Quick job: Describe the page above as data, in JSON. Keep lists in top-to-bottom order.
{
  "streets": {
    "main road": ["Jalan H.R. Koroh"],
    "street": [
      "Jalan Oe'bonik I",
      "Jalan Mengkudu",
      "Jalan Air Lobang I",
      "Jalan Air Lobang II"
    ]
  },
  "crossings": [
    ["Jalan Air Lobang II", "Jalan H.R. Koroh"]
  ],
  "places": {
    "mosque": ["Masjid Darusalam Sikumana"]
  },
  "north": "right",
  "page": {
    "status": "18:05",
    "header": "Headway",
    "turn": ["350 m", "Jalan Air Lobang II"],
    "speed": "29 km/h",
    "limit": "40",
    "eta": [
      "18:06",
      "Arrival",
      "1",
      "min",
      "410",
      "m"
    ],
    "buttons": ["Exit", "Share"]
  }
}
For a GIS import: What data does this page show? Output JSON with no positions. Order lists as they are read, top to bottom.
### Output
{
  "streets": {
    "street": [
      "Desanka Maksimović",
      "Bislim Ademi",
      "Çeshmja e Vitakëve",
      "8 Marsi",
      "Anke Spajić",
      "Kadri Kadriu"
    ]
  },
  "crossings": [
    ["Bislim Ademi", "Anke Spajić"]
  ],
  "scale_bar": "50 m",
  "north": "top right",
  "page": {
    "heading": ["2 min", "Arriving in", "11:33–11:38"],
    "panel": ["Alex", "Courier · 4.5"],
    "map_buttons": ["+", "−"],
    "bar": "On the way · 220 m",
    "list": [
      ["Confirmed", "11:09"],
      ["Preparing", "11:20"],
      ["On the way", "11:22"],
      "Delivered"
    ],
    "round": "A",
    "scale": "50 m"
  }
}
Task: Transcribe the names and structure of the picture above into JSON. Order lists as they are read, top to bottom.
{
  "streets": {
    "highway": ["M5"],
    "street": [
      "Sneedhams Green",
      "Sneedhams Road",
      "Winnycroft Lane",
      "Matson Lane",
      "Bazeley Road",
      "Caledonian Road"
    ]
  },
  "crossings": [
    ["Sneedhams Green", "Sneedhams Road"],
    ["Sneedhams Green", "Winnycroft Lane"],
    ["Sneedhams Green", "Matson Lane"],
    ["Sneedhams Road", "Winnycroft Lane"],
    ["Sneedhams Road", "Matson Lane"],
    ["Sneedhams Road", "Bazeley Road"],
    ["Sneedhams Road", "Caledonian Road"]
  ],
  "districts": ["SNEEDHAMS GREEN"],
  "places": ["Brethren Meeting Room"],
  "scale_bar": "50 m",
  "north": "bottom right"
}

---

GOAL OF THE EXERCISE -
Find "Task: Transcribe the" in the data above, then repeat that line and all lines after it exactly, ending with the final line.

RESPONSE TO THIS EXERCISE -
Task: Transcribe the names and structure of the picture above into JSON. Order lists as they are read, top to bottom.
{
  "streets": {
    "highway": ["M5"],
    "street": [
      "Sneedhams Green",
      "Sneedhams Road",
      "Winnycroft Lane",
      "Matson Lane",
      "Bazeley Road",
      "Caledonian Road"
    ]
  },
  "crossings": [
    ["Sneedhams Green", "Sneedhams Road"],
    ["Sneedhams Green", "Winnycroft Lane"],
    ["Sneedhams Green", "Matson Lane"],
    ["Sneedhams Road", "Winnycroft Lane"],
    ["Sneedhams Road", "Matson Lane"],
    ["Sneedhams Road", "Bazeley Road"],
    ["Sneedhams Road", "Caledonian Road"]
  ],
  "districts": ["SNEEDHAMS GREEN"],
  "places": ["Brethren Meeting Room"],
  "scale_bar": "50 m",
  "north": "bottom right"
}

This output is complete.